I would not use a problem checklist routinely in counselling but it has its uses. It comes into its own when a student is in distress but is not sure what the matter is or, as is often the case, does not have the words or the courage to express the problem.

A word of warning. A problem checklist is exactly that, a problem checklist. It is a list of problems. It cannot and should not have a “score”. One person might have 20 of these problems and be living a well-balanced life while another individual might have only one of the listed problems and be in great distress. There are, of course, research instruments that produce scores, profiles and even standardised results. They are for research purposes and, as such, are not intended to be part of a counselling process. Of course, such a research instrument could sometimes be used as a simple checklist.

Although scoring is not relevant in a problem checklist, some categorisation of the problems ticked by an individual could be helpful. For example, if a person had ticked ten family related problems and only a small number in other categories, we might assume that family is the major issue. This can only be an assumption and would need to be checked out. Any one of the other problems could be the most critical one in the eyes of the client.

The attached Problem Checklist has over 200 items. These cover quite a range of issues but, undoubtedly, new problems can and should be added from time to time. When used with an individual it is important to respect privacy. Offer the person a quiet spot to read through the list. You might say, “have a look through this list and see if there is anything you want to talk about”. Your client might not feel comfortable marking items on the list.

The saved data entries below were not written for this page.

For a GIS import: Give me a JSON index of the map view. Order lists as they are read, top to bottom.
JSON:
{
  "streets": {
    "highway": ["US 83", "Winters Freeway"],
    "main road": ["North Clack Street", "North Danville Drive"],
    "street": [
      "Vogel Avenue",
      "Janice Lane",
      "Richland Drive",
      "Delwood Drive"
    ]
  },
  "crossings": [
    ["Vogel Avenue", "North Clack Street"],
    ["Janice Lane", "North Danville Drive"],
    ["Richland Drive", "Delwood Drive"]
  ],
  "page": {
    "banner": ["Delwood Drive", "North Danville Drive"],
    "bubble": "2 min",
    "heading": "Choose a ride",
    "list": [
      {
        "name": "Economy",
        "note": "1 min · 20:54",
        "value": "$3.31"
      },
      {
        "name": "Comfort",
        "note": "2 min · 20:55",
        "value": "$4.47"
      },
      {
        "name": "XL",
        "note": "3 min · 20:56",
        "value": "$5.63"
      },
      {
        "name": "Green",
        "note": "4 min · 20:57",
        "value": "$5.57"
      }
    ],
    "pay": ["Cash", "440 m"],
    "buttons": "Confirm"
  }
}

A problem checklist can also be useful in a group context. Issue a copy to each student in a class. They don’t need to write on the paper and the lists can be collected afterwards for use with other groups. A big advantage of this exercise is that the young people realise that many of the problems they thought were unique to them have in fact been recognised in this list. It helps reduce the sense of isolation. This can also help a young person bolster up the courage to go and talk to someone about a problem.